Infection and venous thromboembolism in patients undergoing colorectal surgery: what is the relationship?

M Francesca Monn, Xuan Hui, Brandyn D Lau, Michael Streiff, Elliott R Haut, Elizabeth C Wick, Jonathan E Efron, Susan L Gearhart
Diseases of the Colon and Rectum 2014, 57 (4): 497-505

BACKGROUND: There is evidence demonstrating an association between infection and venous thromboembolism. We recently identified this association in the postoperative setting; however, the temporal relationship between infection and venous thromboembolism is not well defined

OBJECTIVE: We sought to determine the temporal relationship between venous thromboembolism and postoperative infectious complications in patients undergoing colorectal surgery.

DESIGN, SETTING, AND PATIENTS: A retrospective cohort analysis was performed using data for patients undergoing colorectal surgery in the National Surgical Quality Improvement Project 2010 database.

MAIN OUTCOME MEASURES: The primary outcome measures were the rate and timing of venous thromboembolism and postoperative infection among patients undergoing colorectal surgery during 30 postoperative days.

RESULTS: Of 39,831 patients who underwent colorectal surgery, the overall rate of venous thromboembolism was 2.4% (n = 948); 729 (1.8%) patients were diagnosed with deep vein thrombosis, and 307 (0.77%) patients were diagnosed with pulmonary embolism.

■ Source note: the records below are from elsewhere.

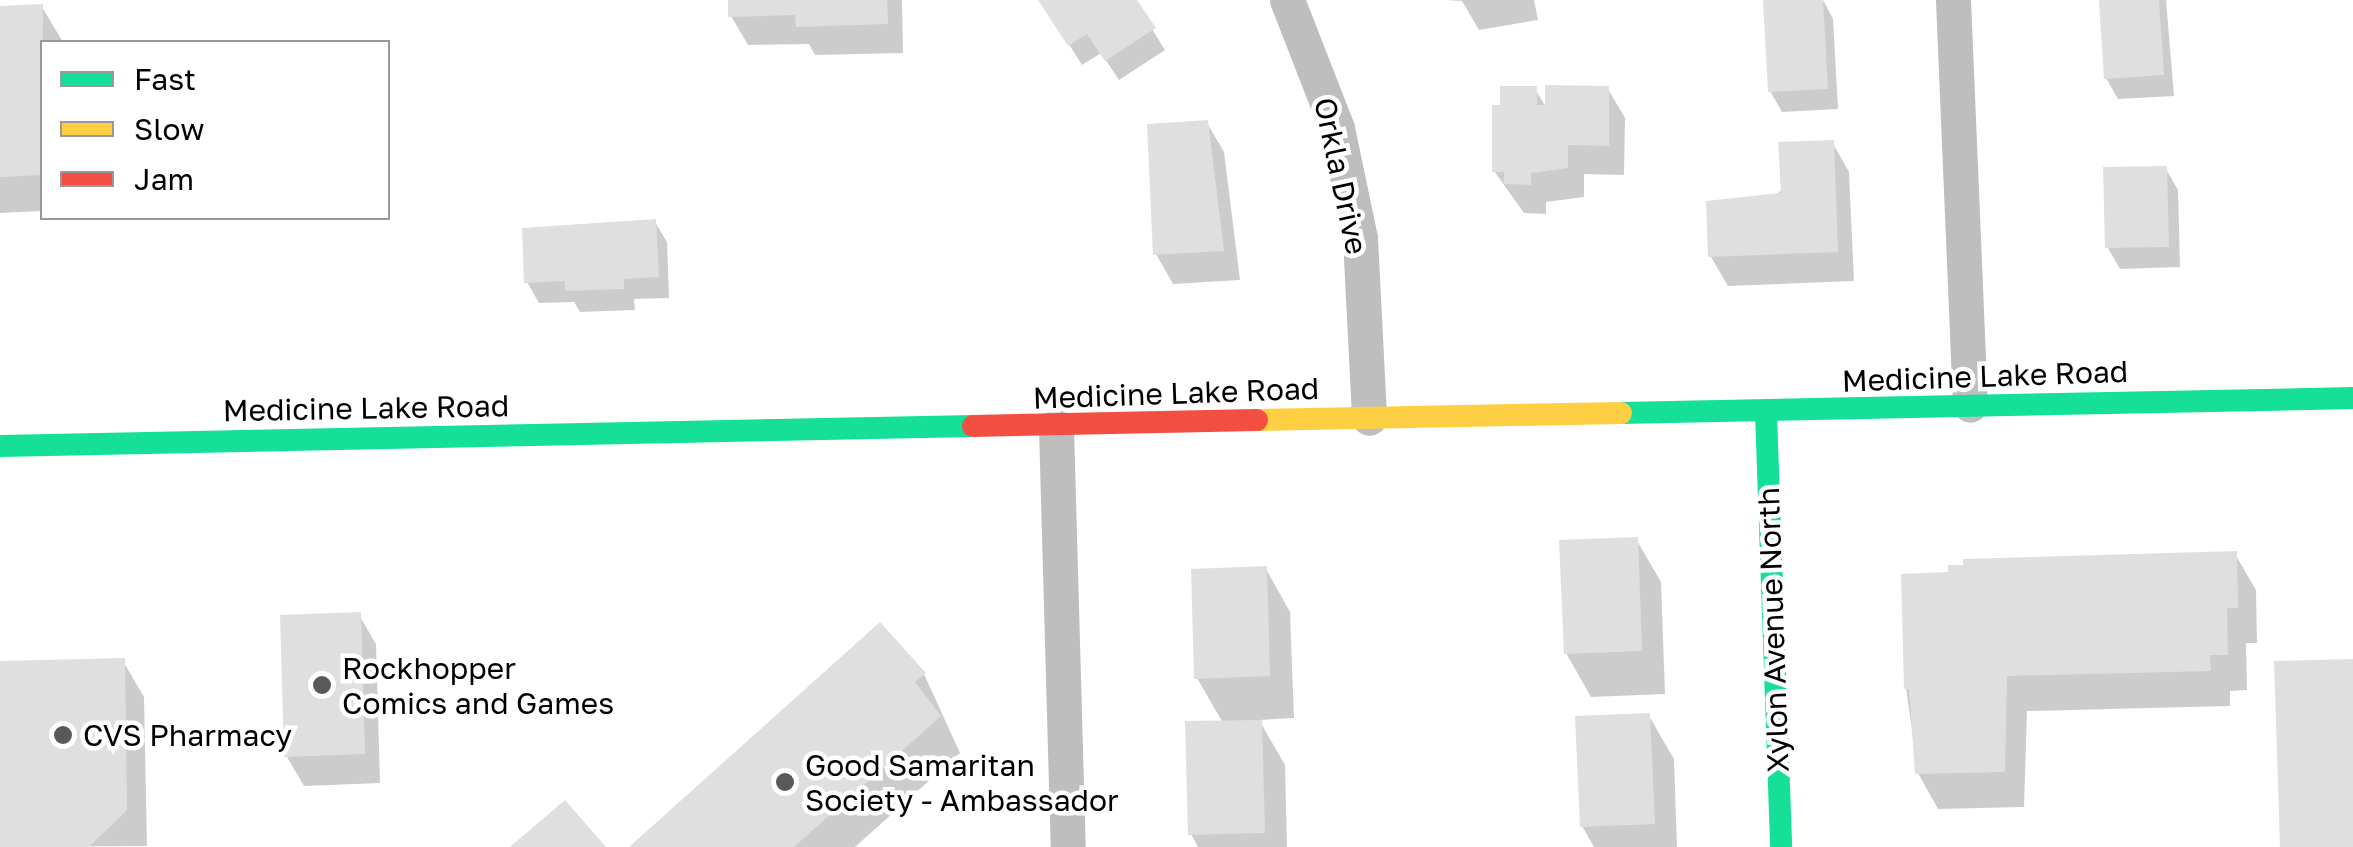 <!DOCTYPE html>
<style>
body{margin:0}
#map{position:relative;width:2353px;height:847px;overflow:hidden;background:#fff;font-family:"Golos Text",sans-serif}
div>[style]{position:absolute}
.shadow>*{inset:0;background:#0003}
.building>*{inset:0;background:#dfdfdf}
.street>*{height:35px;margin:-17.5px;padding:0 17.5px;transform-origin:17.5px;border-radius:17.5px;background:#bebebe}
.fast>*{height:22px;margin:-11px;padding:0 11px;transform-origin:11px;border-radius:11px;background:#16e098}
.slow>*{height:22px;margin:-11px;padding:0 11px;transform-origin:11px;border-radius:11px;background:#ffcf43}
.jam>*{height:22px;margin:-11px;padding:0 11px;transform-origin:11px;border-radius:11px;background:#f24e42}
.dots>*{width:28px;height:28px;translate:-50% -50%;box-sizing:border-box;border:5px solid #fff;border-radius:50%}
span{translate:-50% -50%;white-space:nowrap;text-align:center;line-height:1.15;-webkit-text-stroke:9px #fff;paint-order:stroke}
.street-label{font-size:30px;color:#000}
.poi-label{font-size:30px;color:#000}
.left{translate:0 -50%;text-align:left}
.legend{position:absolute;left:40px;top:40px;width:350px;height:180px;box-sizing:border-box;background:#fff;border:2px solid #999;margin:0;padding:12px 18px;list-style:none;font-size:30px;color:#000}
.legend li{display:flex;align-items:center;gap:20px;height:50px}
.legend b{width:50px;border:2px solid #999}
</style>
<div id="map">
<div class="shadow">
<div style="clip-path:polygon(730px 0,902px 0,903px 53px,815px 55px,809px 44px,748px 45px,731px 16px)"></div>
<div style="clip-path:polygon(1041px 0,1134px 0,1165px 50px,1119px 80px,1101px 53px,1082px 65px)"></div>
<div style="clip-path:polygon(1446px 0,1534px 0,1538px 20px,1479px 30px,1462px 1px)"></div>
<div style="clip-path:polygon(1765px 0,1823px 0,1833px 19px,1838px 109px,1782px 112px,1770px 91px)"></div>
<div style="clip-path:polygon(2102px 0,2166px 0,2174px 96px,2118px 99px,2106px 78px)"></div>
<div style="clip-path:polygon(42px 7px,63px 42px,42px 42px,42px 211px,0 213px,0 8px)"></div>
<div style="clip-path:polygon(1535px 89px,1547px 109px,1608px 89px,1625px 118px,1624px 175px,1584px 174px,1584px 197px,1546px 202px,1546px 214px,1524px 213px,1494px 171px,1503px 108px)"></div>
<div style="clip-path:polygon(1207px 123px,1224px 152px,1240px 280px,1173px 284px,1156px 254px)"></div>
<div style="clip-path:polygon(1832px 142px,1849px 172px,1854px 281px,1728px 286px,1711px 257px)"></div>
<div style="clip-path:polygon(2166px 169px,2178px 190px,2180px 267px,2120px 269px,2108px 248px)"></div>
<div style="clip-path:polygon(655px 222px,667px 242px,669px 298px,634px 299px,635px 310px,580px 312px,574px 302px,539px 303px,527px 282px)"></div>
<div style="clip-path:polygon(1636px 539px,1661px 582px,1665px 694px,1591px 697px,1566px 653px)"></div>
<div style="clip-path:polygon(2235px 554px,2256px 590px,2257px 643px,2246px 643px,2247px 690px,2230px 691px,2230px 706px,2027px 711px,2024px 807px,1938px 809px,1918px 773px,1906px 688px)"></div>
<div style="clip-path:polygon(1266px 569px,1290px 612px,1294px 718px,1259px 720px,1285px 765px,1287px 847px,1198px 847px,1191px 834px,1223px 723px,1197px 678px)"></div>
<div style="clip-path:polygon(359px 615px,376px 644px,380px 783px,304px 786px,287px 757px)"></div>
<div style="clip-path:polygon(123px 661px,144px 697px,147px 846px,0 847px,0 665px)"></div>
<div style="clip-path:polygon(924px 674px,960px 753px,855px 847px,633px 847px)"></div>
<div style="clip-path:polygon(1649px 716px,1674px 759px,1677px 847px,1594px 847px,1582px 826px)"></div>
</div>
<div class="building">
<div style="clip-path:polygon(728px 0,887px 0,888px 24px,796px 27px,795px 15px,728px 17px)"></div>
<div style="clip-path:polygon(1038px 0,1137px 0,1156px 28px,1105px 61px,1087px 34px,1068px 46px)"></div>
<div style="clip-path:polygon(1763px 0,1823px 0,1828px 89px,1768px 92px)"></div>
<div style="clip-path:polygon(2099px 0,2159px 0,2164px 75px,2104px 79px)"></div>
<div style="clip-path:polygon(43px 4px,42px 175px,0 177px,0 6px)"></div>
<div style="clip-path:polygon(1545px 85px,1609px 86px,1609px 146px,1568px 145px,1568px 168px,1531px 173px,1531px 185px,1504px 184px,1504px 172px,1492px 172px,1492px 105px,1500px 105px,1500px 86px,1537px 86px,1537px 105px,1545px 105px)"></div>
<div style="clip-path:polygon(1208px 120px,1224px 251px,1153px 255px,1147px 124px)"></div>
<div style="clip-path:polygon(1834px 140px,1838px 252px,1708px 257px,1706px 201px,1781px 193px,1778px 142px)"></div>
<div style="clip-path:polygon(2167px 166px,2169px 247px,2105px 248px,2103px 167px)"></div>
<div style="clip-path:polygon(656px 219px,659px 277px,624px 279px,624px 289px,565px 291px,565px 281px,524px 283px,522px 228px)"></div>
<div style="clip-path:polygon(1638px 537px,1642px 651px,1564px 654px,1559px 540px)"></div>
<div style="clip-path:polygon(2237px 551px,2238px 608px,2227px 608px,2228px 655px,2210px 655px,2211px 671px,2007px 676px,2005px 772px,1915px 774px,1909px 689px,1904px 689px,1901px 574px,1948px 572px,1948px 565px,1963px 565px,1963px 559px)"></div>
<div style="clip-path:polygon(1267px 566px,1270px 676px,1194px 679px,1191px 569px)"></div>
<div style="clip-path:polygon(361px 612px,365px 754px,284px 757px,280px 615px)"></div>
<div style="clip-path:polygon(880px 622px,926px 673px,915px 682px,941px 716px,794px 847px,629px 847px)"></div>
<div style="clip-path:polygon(125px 658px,127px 810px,89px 847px,0 847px,0 661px)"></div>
<div style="clip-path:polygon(2353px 659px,2353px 847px,2280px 847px,2274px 661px)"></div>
<div style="clip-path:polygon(1650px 713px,1655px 824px,1580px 827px,1575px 716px)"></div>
<div style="clip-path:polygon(1262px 720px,1265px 833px,1188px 835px,1185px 721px)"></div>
<div style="clip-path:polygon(565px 800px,606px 847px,510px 847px)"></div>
</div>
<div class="street">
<div style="left:1287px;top:0;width:137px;rotate:68.7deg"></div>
<div style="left:1337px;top:128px;width:112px;rotate:78.2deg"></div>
<div style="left:1360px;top:238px;width:180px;rotate:87.1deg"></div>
<div style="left:1953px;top:0;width:405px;rotate:87.6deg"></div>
<div style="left:1056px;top:427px;width:420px;rotate:88.4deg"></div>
</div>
<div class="fast">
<div style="left:1621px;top:413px;width:732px;rotate:-1.17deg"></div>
<div style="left:1766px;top:413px;width:434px;rotate:88deg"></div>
<div style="left:0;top:446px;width:973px;rotate:-1.18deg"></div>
</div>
<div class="slow">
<div style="left:1257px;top:420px;width:364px;rotate:-1.1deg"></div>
</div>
<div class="jam">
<div style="left:973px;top:426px;width:284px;rotate:-1.2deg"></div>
</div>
<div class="dots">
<div style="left:322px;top:685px;background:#595959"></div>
<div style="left:63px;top:735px;background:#595959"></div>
<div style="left:785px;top:782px;background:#595959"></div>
</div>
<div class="street-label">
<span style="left:1341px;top:176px;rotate:78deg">Orkla Drive</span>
<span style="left:1985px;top:376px;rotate:-2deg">Medicine Lake Road</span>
<span style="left:1176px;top:393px;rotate:-2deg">Medicine Lake Road</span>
<span style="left:366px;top:408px;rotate:-1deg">Medicine Lake Road</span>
<span style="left:1773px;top:630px;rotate:-92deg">Xylon Avenue North</span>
</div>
<div class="poi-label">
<span class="left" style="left:342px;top:685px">Rockhopper<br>Comics and Games</span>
<span class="left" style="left:83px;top:735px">CVS Pharmacy</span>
<span class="left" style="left:805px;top:782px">Good Samaritan<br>Society - Ambassador</span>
</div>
<ul class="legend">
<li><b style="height:12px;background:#16e098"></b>Fast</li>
<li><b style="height:12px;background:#ffcf43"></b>Slow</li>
<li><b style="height:12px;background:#f24e42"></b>Jam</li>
</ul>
</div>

Eighty-eight (0.22%) patients were reported as developing both deep vein thrombosis and pulmonary embolism. Following colorectal surgery, the development of a urinary tract infection, pneumonia, organ space surgical site infection, or deep surgical site infection was associated with a significantly increased risk for venous thromboembolism. The majority (52%-85%) of venous thromboembolisms in this population occurred the same day or a median of 3.5 to 8 days following the diagnosis of infection. The approximate relative risk for developing any venous thromboembolism increased each day following the development of each type of infection (range, 0.40%-1.0%) in comparison with patients not developing an infection.

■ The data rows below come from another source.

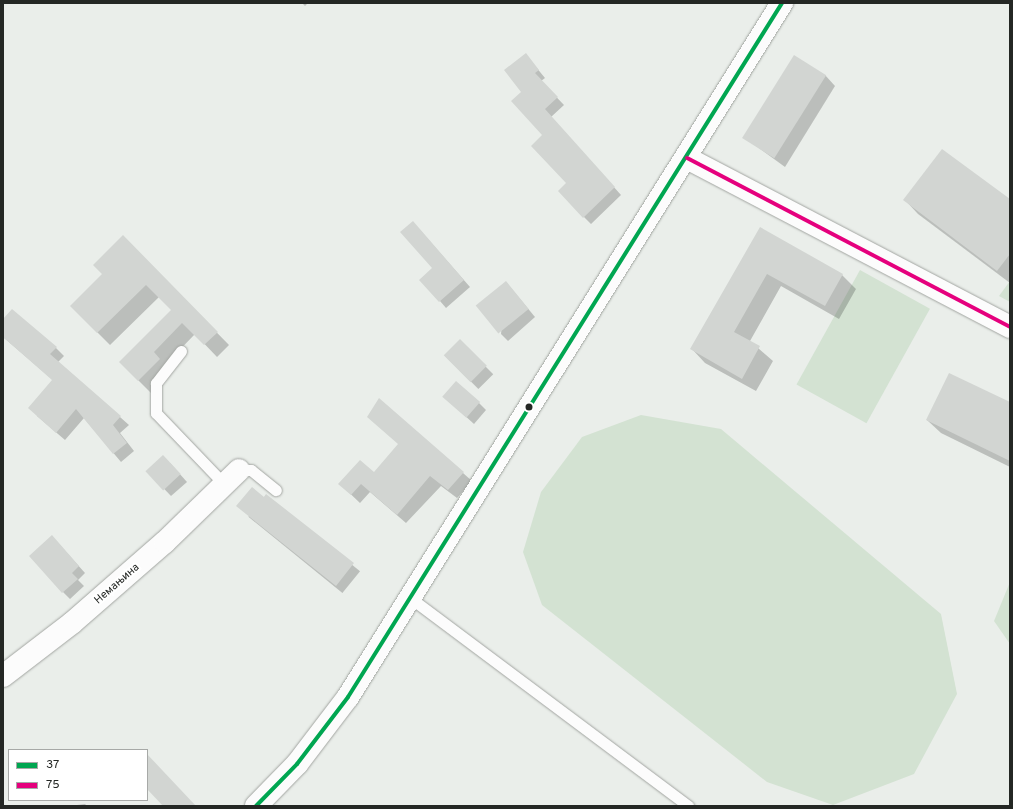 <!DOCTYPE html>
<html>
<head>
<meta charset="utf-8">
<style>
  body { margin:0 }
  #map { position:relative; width:1013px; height:809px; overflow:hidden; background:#eaeeea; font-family:Overpass,sans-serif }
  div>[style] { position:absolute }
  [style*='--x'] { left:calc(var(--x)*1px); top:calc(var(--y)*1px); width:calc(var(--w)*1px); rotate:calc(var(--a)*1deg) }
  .green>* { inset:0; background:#d3e2d2; transform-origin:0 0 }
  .shadow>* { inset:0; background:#0003; transform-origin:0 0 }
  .building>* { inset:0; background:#d2d5d2; transform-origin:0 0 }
  .roads { filter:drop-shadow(0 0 1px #a2a5a1) drop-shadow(0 0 1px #a2a5a1) }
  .lane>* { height:11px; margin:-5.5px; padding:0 5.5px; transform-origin:5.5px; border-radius:5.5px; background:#fcfcfc }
  .street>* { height:22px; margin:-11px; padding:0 11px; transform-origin:11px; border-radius:11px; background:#fcfcfc }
  .secondary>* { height:22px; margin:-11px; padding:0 11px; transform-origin:11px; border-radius:11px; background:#fcfcfc }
  .bus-1>* { height:4px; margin:-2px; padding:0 2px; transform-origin:2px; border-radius:2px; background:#00a651 }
  .bus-2>* { height:4px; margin:-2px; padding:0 2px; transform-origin:2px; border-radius:2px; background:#e5007d }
  .dots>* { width:11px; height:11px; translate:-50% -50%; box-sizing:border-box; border:2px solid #fff; border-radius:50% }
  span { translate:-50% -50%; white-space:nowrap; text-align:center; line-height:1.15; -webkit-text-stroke:4px #fff; paint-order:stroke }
  .street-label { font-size:11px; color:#242724 }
  .frame { position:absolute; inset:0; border:4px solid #242724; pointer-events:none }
  .legend { position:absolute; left:8px; top:749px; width:140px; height:52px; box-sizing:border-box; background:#fff; border:1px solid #a7a9a7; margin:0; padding:5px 7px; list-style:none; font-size:12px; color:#242724 }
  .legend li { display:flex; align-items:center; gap:8px; height:20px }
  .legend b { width:20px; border:1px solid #a7a9a7 }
</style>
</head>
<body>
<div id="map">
  <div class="green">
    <div style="left:860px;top:270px;width:80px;height:131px;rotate:29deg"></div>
    <div style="clip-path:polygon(1010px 281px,1010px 302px,999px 296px)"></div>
    <div style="clip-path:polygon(641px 415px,721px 429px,941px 614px,957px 694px,914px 774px,833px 805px,767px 782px,542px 605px,523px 552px,541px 492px,582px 437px)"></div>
    <div style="clip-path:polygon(1010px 582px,1010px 644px,994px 621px)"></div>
  </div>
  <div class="shadow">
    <div style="clip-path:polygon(302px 3px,308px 3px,305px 6px)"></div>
    <div style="clip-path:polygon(526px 55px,545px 78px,541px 81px,564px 105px,551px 117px,621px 195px,591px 224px,584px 217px,522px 92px)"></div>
    <div style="clip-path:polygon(825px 75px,835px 86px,785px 167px,744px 137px)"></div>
    <div style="clip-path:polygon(905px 200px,1010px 201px,1010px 283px,918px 214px)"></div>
    <div style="clip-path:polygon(419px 229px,470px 287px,446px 308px,440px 301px,434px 268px)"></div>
    <div style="clip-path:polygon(760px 229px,842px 275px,856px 289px,839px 319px,781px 286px,750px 341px,773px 361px,756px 391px,705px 363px,692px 349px)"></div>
    <div style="clip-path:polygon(123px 237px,229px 345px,217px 357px,195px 334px,165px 365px,172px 372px,151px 393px,120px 362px,172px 310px,159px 297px,110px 345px,71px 306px,104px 274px)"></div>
    <div style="clip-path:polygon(506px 282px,535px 317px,508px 341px,501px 334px)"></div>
    <div style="clip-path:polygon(3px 321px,56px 348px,64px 356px,58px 362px,129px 425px,120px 433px,134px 451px,121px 462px,84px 418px,65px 440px,37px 416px,53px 380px,3px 337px)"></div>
    <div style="left:460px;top:341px;width:47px;height:21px;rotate:45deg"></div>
    <div style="clip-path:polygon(451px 403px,479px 403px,486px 410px,474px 424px)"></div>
    <div style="clip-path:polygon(1010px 403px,1010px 467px,941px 433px,927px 420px)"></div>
    <div style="clip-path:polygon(399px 445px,463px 473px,472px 481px,457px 498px,441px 486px,406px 523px,370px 492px,360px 503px,340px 484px,374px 474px)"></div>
    <div style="clip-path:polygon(170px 463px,187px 482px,171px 496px,147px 471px)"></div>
    <div style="left:266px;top:495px;width:121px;height:28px;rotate:39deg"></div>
    <div style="clip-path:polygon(59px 544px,85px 573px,78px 580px,84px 586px,70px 599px,63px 592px)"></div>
    <div style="clip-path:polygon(85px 804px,87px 806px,69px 806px)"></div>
  </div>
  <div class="building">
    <div style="clip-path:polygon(526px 53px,539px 70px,535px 73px,558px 97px,545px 109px,615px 187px,583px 218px,558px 191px,566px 183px,531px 146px,542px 135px,511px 101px,521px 92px,504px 70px)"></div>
    <div style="left:794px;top:55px;width:38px;height:98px;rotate:32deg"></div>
    <div style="clip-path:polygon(942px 149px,1010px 199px,1010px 254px,997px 271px,903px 200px)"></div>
    <div style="clip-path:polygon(413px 221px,464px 280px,439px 302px,419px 280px,432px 268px,400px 232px)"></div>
    <div style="clip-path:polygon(760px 227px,843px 274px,825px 306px,767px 274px,734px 332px,760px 346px,742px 379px,690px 349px)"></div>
    <div style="clip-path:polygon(123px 235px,218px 332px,204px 345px,182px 323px,154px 352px,160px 359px,138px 381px,119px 362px,171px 310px,146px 285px,97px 333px,70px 306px,102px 274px,93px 265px)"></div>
    <div style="left:506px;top:281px;width:36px;height:39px;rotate:51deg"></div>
    <div style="clip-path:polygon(12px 309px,57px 347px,50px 354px,121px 416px,113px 425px,127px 443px,113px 454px,76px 409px,56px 433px,28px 408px,52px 380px,3px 337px,3px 319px)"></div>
    <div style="left:460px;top:339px;width:38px;height:23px;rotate:45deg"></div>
    <div style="clip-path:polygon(949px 373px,1010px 402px,1010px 461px,926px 420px)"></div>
    <div style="left:456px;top:381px;width:32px;height:21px;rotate:41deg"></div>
    <div style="clip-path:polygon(379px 398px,464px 472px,448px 490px,430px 476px,397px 515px,361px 484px,351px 495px,338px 484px,360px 460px,374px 472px,398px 444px,367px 417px)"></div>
    <div style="left:163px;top:455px;width:26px;height:24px;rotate:47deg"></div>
    <div style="clip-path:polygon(252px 487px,264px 497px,266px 494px,354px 563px,336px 586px,236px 506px)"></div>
    <div style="clip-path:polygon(52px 535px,79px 566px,72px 573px,78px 579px,62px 593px,29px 556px)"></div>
    <div style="clip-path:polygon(147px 754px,196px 806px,163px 806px,147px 789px)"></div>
  </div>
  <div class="roads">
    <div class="lane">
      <div style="--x:181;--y:351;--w:41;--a:128"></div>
      <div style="--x:156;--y:383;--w:30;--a:90"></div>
      <div style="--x:156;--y:413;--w:98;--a:46.2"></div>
      <div style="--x:239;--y:470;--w:12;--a:0"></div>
      <div style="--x:251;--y:470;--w:32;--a:39"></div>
      <div style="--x:409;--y:597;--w:349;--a:36.8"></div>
    </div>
    <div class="street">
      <div style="--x:687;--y:158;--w:365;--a:27.6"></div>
      <div style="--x:3;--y:676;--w:87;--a:-37.5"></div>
      <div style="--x:72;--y:623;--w:123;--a:-41.1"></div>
      <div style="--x:165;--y:542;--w:103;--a:-44.2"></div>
    </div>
    <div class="secondary">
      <div style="--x:256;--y:806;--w:59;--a:-45.7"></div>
      <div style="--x:297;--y:764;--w:84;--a:-52.7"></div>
      <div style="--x:348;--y:697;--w:819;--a:-57.98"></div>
    </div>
  </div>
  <div class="bus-1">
    <div style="--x:256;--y:806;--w:59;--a:-45.7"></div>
    <div style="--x:297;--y:764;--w:84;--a:-52.7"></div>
    <div style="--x:348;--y:697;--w:819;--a:-57.98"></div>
  </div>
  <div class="bus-2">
    <div style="--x:687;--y:158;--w:365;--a:27.6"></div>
  </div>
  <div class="dots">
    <div style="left:529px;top:407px;background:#242724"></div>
  </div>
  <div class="street-label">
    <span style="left:117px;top:584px;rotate:-41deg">Немањина</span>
  </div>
  <div class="frame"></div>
  <ul class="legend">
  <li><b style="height:5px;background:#00a651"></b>37</li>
  <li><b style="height:5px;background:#e5007d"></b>75</li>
  </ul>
</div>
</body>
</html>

LIMITATIONS: We are unable to account for differences in data collection, prophylaxis, and venous thromboembolism surveillance between hospitals in the database. Additionally, there is limited patient follow-up.

CONCLUSIONS: These findings of a temporal association between infection and venous thromboembolism suggest a potential early indicator for using certain postoperative infectious complications as clinical warning signs that a patient is more likely to develop venous thromboembolism. Further studies into best practices for prevention are warranted.